Despite its shortcomings, MRR has real potential to re-invent itself as a more rhizomatic mechanism, an urban weave of connectedness and access to social and economic opportunities. Its currently loose line, and the blurry ‘uitvalgrond’ (surplus-ground) conditions flanking it, exhibits the potential to exploit its formlessness, not towards simplistic form, but towards processual integration, bridging and connection; toward a condition of infrastructural (hard & soft) integrity and inclusion. MRR has the prospect to re-connote and recodify itself beyond Johannesburg’s often overly simplistic branding rhetoric (for example, ‘Corridors of Freedom’), as a reanimated original element of powerful urban identification, both symbolically and physically.

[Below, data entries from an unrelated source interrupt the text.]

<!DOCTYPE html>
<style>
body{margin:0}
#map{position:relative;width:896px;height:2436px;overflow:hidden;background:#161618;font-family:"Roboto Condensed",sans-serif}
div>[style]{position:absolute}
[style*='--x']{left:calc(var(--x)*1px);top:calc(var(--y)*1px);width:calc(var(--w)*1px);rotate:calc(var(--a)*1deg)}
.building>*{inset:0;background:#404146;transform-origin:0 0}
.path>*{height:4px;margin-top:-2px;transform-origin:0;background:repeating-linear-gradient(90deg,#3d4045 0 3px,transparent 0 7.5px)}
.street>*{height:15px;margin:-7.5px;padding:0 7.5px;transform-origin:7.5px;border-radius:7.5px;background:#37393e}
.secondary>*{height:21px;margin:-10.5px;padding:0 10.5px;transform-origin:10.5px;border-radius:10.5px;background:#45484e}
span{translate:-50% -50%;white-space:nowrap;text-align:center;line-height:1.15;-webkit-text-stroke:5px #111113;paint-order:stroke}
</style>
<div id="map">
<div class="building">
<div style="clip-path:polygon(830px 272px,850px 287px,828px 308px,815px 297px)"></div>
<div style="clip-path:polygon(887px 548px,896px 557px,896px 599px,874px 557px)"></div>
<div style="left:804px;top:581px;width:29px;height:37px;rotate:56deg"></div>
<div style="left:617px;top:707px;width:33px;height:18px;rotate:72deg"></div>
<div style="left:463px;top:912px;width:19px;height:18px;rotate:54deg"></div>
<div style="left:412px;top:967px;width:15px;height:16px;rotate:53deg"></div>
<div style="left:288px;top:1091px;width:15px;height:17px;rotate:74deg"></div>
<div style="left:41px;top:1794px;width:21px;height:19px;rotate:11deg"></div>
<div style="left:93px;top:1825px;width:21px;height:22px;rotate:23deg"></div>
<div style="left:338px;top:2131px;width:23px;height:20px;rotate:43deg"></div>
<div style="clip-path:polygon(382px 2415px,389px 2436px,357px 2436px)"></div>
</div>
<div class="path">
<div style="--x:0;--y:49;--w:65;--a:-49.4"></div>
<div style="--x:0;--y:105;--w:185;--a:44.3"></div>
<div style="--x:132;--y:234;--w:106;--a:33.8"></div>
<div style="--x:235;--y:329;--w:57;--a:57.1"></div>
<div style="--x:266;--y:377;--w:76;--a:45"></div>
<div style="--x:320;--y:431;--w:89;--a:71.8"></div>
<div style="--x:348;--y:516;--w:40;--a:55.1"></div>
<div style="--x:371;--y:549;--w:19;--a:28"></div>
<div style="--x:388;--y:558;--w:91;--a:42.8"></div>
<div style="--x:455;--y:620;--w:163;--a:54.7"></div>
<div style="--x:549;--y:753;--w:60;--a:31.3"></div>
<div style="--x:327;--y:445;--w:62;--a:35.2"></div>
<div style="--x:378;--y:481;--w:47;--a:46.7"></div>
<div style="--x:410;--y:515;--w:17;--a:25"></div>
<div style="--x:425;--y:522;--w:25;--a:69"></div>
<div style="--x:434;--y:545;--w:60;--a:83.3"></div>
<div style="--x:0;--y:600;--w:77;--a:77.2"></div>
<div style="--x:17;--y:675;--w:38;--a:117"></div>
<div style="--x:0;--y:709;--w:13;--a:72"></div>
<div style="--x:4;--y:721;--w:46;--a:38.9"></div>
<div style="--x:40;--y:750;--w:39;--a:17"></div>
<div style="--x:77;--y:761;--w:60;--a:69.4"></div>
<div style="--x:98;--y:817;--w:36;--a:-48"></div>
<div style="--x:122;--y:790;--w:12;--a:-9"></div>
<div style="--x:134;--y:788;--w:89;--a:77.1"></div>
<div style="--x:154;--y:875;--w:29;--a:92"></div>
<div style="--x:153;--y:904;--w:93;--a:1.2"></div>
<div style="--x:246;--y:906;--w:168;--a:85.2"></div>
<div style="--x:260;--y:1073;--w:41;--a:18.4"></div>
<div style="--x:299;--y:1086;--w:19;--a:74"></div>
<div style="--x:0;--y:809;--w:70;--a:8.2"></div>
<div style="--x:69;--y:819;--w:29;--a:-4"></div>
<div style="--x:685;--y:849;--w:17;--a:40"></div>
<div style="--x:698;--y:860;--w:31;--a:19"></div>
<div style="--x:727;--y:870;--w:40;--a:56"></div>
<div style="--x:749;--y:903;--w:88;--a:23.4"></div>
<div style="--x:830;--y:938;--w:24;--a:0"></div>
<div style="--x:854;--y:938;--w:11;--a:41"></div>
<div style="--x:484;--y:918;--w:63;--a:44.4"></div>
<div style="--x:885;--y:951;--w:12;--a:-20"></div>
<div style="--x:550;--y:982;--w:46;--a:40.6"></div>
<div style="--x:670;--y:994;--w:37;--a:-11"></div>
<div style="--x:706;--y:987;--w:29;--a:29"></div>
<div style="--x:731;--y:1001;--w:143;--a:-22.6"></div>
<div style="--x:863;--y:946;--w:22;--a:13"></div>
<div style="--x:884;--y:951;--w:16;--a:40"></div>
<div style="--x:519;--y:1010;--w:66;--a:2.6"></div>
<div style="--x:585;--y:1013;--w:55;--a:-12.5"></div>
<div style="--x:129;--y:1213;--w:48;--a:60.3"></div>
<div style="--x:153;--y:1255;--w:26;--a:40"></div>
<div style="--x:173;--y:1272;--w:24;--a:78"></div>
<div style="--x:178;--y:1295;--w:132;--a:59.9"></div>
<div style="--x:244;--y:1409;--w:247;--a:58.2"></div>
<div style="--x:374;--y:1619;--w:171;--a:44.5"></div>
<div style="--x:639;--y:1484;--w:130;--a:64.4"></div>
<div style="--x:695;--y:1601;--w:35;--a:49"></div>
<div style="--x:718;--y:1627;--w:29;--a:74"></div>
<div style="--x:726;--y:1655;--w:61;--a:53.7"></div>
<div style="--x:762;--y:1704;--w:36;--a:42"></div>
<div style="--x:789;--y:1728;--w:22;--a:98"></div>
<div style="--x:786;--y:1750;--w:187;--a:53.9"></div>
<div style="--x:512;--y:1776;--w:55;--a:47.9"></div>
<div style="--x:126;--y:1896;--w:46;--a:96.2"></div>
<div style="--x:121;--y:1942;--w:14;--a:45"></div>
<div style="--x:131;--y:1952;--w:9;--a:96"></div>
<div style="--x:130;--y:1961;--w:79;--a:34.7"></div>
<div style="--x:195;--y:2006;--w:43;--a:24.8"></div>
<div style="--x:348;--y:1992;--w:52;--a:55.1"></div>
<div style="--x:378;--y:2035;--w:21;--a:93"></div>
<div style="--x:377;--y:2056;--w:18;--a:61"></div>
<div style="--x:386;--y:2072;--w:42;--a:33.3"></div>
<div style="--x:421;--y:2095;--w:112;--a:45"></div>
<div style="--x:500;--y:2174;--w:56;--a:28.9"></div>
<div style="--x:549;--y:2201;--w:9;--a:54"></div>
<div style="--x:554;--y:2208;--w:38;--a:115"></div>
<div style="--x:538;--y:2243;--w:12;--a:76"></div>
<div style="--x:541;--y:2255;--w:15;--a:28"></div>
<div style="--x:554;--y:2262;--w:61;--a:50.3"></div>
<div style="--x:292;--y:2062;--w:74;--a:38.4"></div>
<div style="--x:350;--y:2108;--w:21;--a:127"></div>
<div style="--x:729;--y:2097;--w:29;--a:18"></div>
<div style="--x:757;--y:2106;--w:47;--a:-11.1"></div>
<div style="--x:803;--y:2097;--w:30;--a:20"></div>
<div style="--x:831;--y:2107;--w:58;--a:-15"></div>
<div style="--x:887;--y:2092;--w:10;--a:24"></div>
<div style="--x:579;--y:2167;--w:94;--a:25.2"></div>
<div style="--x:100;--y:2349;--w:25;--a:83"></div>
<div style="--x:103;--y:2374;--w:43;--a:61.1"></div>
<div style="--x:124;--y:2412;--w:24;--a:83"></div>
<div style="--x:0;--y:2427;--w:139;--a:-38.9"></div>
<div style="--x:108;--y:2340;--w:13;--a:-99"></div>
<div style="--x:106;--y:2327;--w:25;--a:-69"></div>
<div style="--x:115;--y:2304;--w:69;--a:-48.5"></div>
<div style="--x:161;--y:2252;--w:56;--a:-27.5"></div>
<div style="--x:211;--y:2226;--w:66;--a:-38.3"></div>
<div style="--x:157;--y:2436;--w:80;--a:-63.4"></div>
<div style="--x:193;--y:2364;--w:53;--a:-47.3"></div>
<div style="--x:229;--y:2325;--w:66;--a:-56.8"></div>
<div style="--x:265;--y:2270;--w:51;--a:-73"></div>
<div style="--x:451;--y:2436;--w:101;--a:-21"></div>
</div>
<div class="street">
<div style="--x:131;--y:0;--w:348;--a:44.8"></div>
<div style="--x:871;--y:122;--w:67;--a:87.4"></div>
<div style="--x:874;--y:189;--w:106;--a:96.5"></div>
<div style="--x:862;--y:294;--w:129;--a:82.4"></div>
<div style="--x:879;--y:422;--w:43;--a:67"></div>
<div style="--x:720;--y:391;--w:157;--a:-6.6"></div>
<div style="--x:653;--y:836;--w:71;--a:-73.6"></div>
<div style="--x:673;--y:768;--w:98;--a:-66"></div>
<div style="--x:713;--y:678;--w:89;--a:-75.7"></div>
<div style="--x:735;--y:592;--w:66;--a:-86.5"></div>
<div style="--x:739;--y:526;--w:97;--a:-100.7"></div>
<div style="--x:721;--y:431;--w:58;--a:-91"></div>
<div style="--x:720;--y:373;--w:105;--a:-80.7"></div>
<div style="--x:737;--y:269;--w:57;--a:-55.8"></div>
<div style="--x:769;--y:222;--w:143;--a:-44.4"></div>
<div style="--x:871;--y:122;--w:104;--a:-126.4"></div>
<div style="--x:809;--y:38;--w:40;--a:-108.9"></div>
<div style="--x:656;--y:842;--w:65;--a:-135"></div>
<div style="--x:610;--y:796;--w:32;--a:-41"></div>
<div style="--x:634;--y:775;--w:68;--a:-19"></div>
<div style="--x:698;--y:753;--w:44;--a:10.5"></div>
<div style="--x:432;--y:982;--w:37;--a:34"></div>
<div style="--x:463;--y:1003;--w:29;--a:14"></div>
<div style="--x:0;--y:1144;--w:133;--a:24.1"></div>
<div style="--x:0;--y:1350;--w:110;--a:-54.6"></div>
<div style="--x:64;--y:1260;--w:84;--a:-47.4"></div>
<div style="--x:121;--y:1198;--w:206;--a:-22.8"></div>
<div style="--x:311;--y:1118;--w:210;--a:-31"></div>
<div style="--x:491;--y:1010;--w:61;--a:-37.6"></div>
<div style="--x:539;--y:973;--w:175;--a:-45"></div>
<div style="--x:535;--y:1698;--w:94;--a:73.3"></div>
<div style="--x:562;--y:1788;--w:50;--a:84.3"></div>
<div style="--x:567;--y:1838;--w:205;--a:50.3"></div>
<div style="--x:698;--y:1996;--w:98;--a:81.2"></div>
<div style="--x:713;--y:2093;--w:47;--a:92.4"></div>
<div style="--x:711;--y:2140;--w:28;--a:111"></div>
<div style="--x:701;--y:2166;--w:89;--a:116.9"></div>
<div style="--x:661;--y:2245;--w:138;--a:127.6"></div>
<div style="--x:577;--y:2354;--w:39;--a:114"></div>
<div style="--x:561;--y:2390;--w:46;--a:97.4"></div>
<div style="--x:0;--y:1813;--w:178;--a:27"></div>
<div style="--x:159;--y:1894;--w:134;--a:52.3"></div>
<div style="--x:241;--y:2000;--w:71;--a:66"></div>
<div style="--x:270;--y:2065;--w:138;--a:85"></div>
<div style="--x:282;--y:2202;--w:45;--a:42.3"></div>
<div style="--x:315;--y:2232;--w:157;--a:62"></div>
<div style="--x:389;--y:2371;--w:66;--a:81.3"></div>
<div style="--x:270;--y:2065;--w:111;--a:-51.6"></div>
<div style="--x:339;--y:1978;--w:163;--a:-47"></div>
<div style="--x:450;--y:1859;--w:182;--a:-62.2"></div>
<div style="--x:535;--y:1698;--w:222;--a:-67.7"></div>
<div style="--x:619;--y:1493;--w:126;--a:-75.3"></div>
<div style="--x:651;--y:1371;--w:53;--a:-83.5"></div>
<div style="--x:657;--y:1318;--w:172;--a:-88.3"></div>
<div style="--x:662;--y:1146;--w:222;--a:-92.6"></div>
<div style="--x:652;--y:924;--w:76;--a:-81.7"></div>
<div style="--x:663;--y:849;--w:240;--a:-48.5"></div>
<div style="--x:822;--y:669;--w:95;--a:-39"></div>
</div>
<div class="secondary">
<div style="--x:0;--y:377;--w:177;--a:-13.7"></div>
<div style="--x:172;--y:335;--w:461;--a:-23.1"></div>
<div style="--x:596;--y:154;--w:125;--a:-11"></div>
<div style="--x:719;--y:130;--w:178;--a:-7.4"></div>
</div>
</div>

In Unit 1 the typological over-simplification of the urban descriptor, ‘road’ was thickened into, and catalysed towards, regional/landscape/architectural hybrid propositions. Road may be, to consider one example, extended to ‘bridge’, as something which is able to span, link and connect in a different way. The currently marginalised and underexploited character of MRR was used to un-draw, reimagine and re-draw its possible futures. The unit aspired to re-vision MRR’s various flows, as integrative, and countered the fallout of its dated and more divisive DNA. In this vein, Unit 1 continued an interrogative rethinking of architectural teaching and learning tested by Alexander Opper over the last nine years at UJ/FADA (Faculty of Art, Design and Architecture), of “’folding’ the [architectural] studio into the field”, and productively “undoing” architecture. The small selection of projects you see here represent the drawn relationship between body, hand, eye and mind, in dialogue with the larger and more specific social, physical, cultural and economic project context(s).

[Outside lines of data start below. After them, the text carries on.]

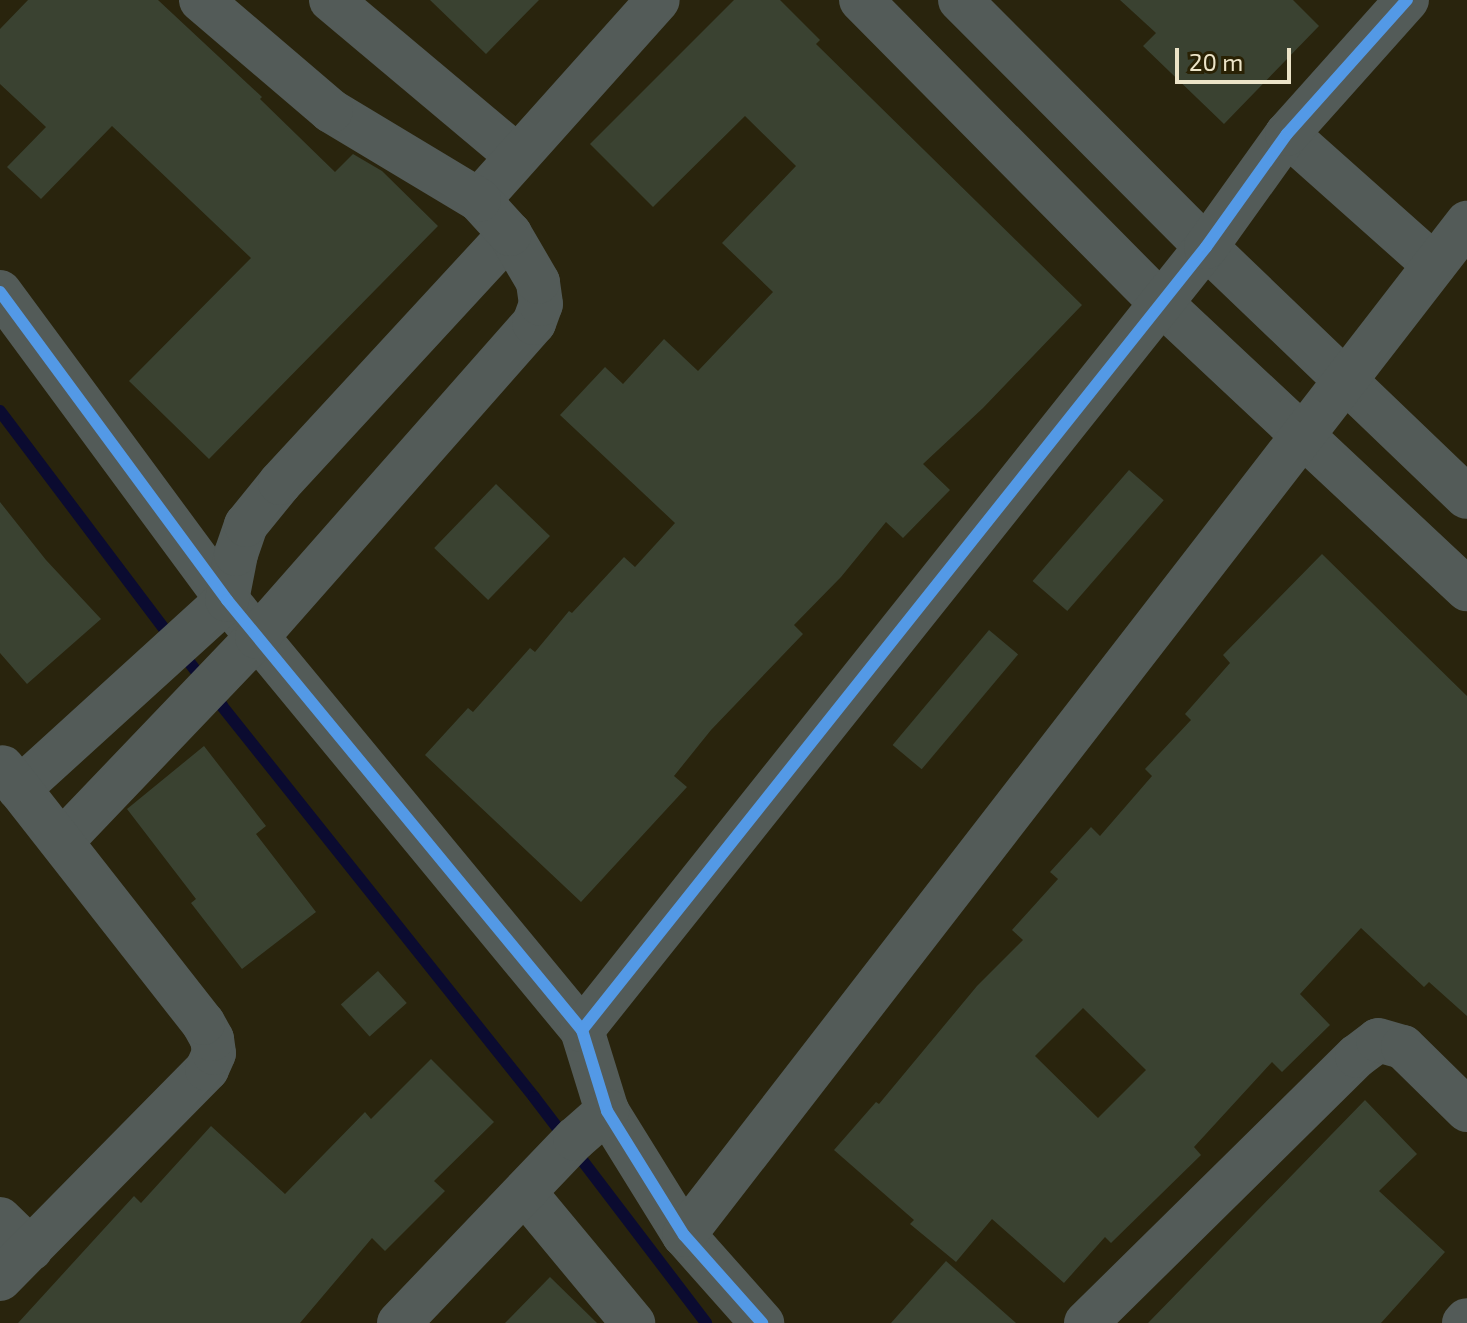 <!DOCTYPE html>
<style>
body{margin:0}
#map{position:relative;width:1467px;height:1323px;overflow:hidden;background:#29240d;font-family:"Exo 2",sans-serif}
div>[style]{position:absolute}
.stream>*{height:12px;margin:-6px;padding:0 6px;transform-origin:6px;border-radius:6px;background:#0b0b30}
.building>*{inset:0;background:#3a4231;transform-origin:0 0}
.minor>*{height:44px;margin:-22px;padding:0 22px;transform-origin:22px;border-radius:22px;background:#535b58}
.cycleway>*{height:12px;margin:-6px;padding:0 6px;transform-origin:6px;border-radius:6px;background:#5399e6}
span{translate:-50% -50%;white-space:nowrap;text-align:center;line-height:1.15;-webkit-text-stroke:6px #292104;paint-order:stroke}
.scale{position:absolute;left:1175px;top:48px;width:116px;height:36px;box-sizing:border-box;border:4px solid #ece4c8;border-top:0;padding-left:10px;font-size:24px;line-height:28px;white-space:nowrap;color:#ece4c8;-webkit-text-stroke:6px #292104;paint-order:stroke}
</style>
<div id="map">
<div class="stream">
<i style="left:0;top:411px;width:369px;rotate:53deg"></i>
<i style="left:222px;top:706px;width:500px;rotate:51.41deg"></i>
<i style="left:534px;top:1097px;width:284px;rotate:52.7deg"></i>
</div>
<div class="building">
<i style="clip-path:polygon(28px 0,158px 0,262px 97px,260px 99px,335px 172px,353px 154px,382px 171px,438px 226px,209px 459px,129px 381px,251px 258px,112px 126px,41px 199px,7px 167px,46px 127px,0 84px,0 29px)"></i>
<i style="clip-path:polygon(430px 0,539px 0,486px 54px)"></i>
<i style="clip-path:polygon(734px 0,780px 0,820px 40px,816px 44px,1082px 305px,983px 408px,923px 464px,950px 490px,903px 538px,886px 522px,841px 577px,794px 625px,803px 634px,711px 730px,674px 776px,687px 787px,581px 902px,425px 755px,468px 708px,473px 712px,530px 648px,535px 652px,569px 611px,572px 613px,624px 557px,635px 567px,675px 523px,560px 415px,605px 367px,623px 384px,664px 339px,698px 371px,773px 292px,722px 243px,796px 166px,745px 116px,653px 207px,590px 144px)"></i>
<i style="clip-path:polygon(1120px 0,1293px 0,1319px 26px,1224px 124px,1143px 46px,1156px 33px)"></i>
<i style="left:1129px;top:470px;width:46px;height:147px;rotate:41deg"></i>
<i style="left:496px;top:484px;width:75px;height:89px;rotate:44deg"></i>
<i style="clip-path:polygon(0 502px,46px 560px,101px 619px,27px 684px,0 653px)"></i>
<i style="clip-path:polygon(evenodd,1322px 554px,1467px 696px,1467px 1016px,1429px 982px,1424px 987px,1361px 928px,1300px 994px,1330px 1025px,1282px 1072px,1272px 1062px,1194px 1147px,1201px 1155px,1111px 1243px,1105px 1237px,1064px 1283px,992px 1219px,956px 1262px,910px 1224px,914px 1220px,834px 1150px,876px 1102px,879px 1104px,977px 986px,1023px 940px,1012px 930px,1058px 879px,1050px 872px,1091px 827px,1100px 836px,1152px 776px,1145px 769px,1191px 720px,1185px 714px,1230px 663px,1223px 655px,1322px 554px,1083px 1008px,1146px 1070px,1098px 1118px,1035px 1056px,1083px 1008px)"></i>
<i style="left:989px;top:630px;width:38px;height:150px;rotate:40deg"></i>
<i style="clip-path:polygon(204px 746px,266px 826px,256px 834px,316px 912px,242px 969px,191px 903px,196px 899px,127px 809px)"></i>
<i style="left:378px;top:971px;width:43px;height:50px;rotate:48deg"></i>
<i style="clip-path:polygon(431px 1059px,494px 1122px,434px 1181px,445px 1191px,385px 1251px,372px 1238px,300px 1323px,18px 1323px,134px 1196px,141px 1203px,211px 1126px,285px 1194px,365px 1112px,371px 1119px)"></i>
<i style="clip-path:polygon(1365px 1100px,1417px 1154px,1379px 1191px,1445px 1252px,1381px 1323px,1148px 1323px)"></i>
<i style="clip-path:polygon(946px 1261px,1016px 1323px,891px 1323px)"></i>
<i style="clip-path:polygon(550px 1277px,597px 1323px,505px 1323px)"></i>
</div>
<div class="minor">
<i style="left:331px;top:0;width:241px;rotate:40deg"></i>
<i style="left:861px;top:0;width:426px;rotate:45.3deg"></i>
<i style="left:1161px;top:303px;width:419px;rotate:43.1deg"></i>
<i style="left:960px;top:0;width:349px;rotate:45.1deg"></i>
<i style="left:1206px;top:247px;width:361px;rotate:43.8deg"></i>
<i style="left:1287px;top:134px;width:197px;rotate:41.7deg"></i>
<i style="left:479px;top:200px;width:268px;rotate:-48.2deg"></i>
<i style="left:0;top:292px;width:383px;rotate:53.6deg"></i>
<i style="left:227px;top:600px;width:558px;rotate:50.46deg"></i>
<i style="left:582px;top:1030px;width:85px;rotate:72.8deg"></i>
<i style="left:607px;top:1111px;width:146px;rotate:58.2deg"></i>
<i style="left:684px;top:1235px;width:118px;rotate:48.4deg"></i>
<i style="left:19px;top:789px;width:281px;rotate:-42.3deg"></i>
<i style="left:227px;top:600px;width:47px;rotate:-78.9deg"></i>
<i style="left:236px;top:554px;width:31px;rotate:-71deg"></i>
<i style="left:246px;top:525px;width:54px;rotate:-51deg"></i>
<i style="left:280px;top:483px;width:339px;rotate:-47.3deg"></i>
<i style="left:62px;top:841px;width:282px;rotate:-46.3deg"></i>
<i style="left:257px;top:637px;width:419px;rotate:-48.6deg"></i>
<i style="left:534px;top:323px;width:20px;rotate:-70deg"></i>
<i style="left:541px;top:304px;width:22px;rotate:-98deg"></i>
<i style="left:538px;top:282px;width:56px;rotate:-120.3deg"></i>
<i style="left:510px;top:234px;width:46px;rotate:-132.4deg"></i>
<i style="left:479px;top:200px;width:173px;rotate:-149deg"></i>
<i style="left:331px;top:111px;width:171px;rotate:-139.5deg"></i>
<i style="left:582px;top:1030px;width:1001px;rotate:-51.45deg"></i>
<i style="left:1206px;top:247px;width:139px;rotate:-54.4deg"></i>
<i style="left:1287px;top:134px;width:180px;rotate:-48.2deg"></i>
<i style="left:526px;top:1194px;width:168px;rotate:50.3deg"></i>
<i style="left:0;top:1219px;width:43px;rotate:44.1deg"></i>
<i style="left:684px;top:1235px;width:1280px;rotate:-52.27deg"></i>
<i style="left:0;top:1279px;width:295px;rotate:-45.4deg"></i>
<i style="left:207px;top:1069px;width:17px;rotate:-66deg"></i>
<i style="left:214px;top:1053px;width:14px;rotate:-98deg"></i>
<i style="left:212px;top:1039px;width:18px;rotate:-119deg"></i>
<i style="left:203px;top:1023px;width:325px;rotate:-128.1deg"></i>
<i style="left:399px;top:1323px;width:255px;rotate:-46.3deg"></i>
<i style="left:575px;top:1139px;width:43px;rotate:-41.2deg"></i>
<i style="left:1086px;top:1323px;width:380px;rotate:-44.6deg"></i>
<i style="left:1357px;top:1056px;width:26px;rotate:-37deg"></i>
<i style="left:1378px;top:1040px;width:26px;rotate:16deg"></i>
<i style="left:1403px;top:1047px;width:90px;rotate:44.5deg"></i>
<i style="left:1464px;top:1323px;width:4px;rotate:-45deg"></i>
</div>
<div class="cycleway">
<i style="left:0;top:292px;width:383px;rotate:53.6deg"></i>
<i style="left:227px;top:600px;width:558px;rotate:50.46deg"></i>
<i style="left:582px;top:1030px;width:85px;rotate:72.8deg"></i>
<i style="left:607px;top:1111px;width:146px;rotate:58.2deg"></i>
<i style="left:684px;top:1235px;width:118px;rotate:48.4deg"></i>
<i style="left:582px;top:1030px;width:1001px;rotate:-51.45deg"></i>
<i style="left:1206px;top:247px;width:139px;rotate:-54.4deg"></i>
<i style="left:1287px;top:134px;width:180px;rotate:-48.2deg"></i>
</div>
<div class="scale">20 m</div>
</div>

The architectural investigations and propositions which Unit 1 stimulated in many cases reveal some of the often hidden and undervalued forces, structures and systems that underpin the city and region (MRR spans more or less 80km between the mining towns of Springs, in the east, and Randfontein in the west). The road-as-map served Unit 1 as a permissive framework for a multiplicity of possible interventions at the metropolitan, district and architectural scales, offering students a broad range of opportunities and possibilities to test and redefine existing understandings of “infrastructure”.
* The project title borrows from and extends on two important existing texts. One older: Robert Venturi, Denise Scott Brown and Stephen Izenour’s "Learning from Las Vegas" (1972); and one more recent, and closer to home: Lindsay Bremner’s "Writing the City into Being" (2010).